KEA3 accelerates photosynthetic acclimation to low light
We analysed the phenotypes of two kea3 mutant alleles, kea3-1 and kea3-2 (Supplementary Fig. 2). These mutants displayed no measurable defects in growth, leaf colouration or protein composition of the photosynthetic apparatus (Supplementary Fig. 4). To characterize potential defects in regulation of photosynthesis, we performed chlorophyll fluorescence measurements across various light conditions. We observed a striking perturbation of the kinetics of non-photochemical energy quenching (NPQ) on a shift from dark to low-light conditions. In flowering plants, a shift from a dark-acclimated state to light-limiting conditions causes a transient rise in NPQ, which is attributed to qE14. The kea3 mutants displayed a higher maximum NPQ and a delay in its peak and relaxation (Fig. 2a, Supplementary Fig. 5a). This kea3 phenotype was complemented by expressing a KEA3.2-GFP fusion protein that accumulated at levels similar to the native protein (Fig. 2a, Supplementary Fig. 6). Remarkably, plants overexpressing the amino-terminal part of KEA3 containing the chloroplast transit peptide and CPA2 domains (oeKEA3CPA2) showed accelerated qE relaxation kinetics. When shifted from dark to higher light intensities, kea3 mutants displayed WT-like induction kinetics of NPQ (Supplementary Fig. 5c,e).
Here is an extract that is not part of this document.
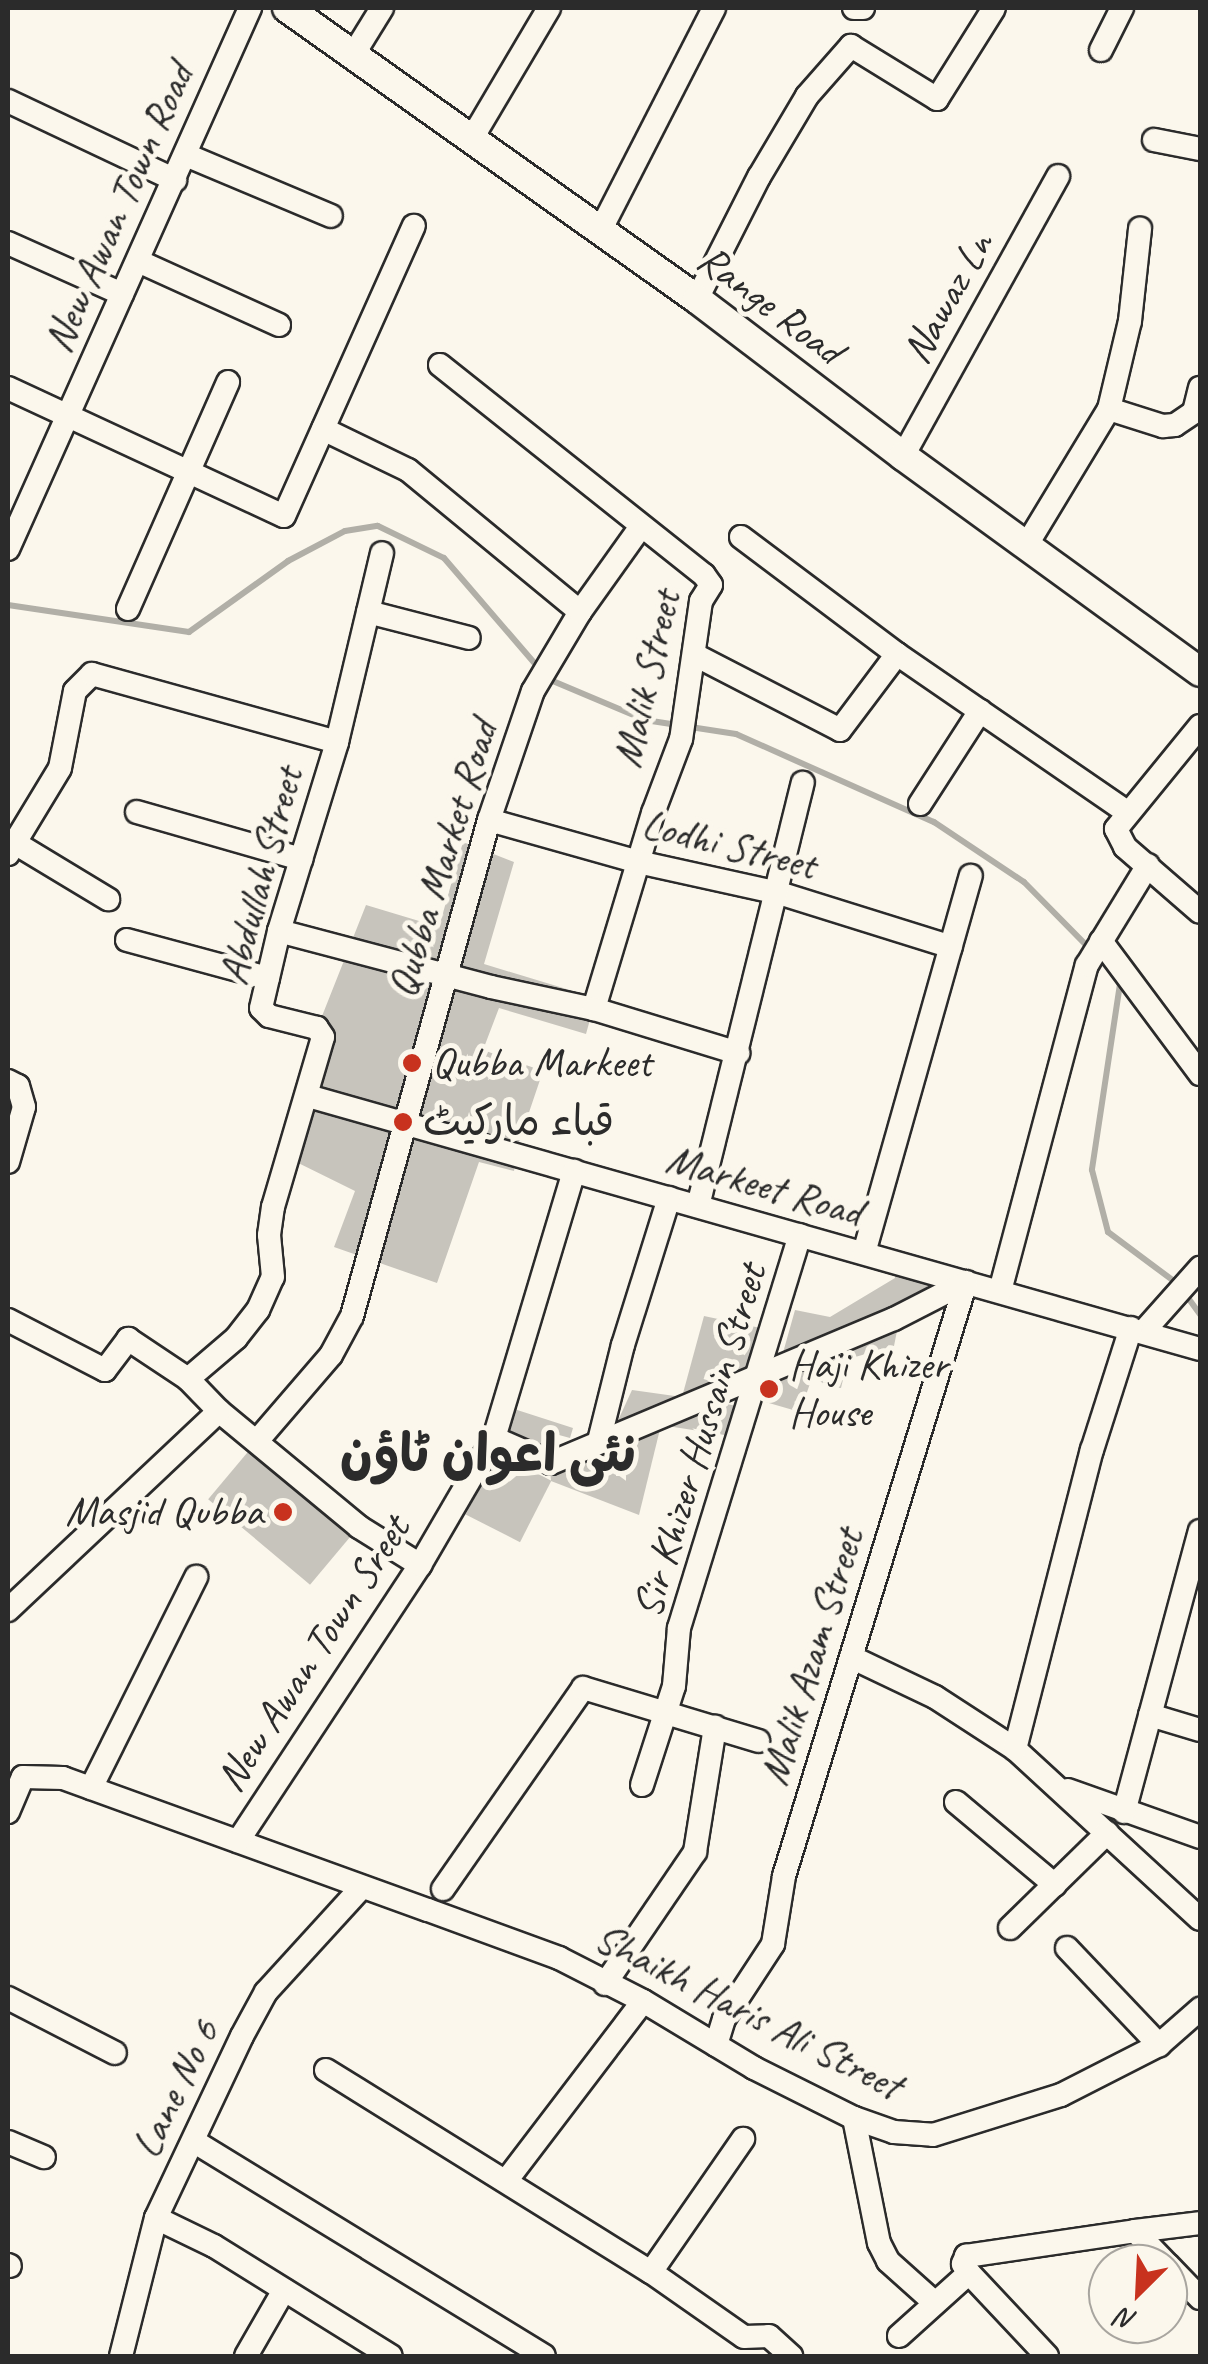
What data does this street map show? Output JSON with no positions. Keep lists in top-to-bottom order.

The transient nature of the additional NPQ observed on a shift to low light suggested that qE was perturbed in kea3. qE is known to be modulated by the luminal pH and zeaxanthin, and normal qE kinetics require the protein PsbS14. kea3psbs double mutants exhibited the same NPQ kinetics as psbs single mutants (Fig. 2b, Supplementary Fig. 7a), indicating that PsbS is required for the additional NPQ observed in kea3. Double mutants of kea3 with npq1 (lacking zeaxanthin) and npq2 (overaccumulating zeaxanthin) revealed that the NPQ phenotype was modulated by levels of zeaxanthin (Supplementary Fig. 7b,c). Application of high concentrations of nigericin, which inhibit qE15, to leaves, abolished the rapid component of NPQ in both WT and kea3 (Supplementary Fig. 8a). Thus, the additional NPQ observed in kea3 shows the key characteristics of qE.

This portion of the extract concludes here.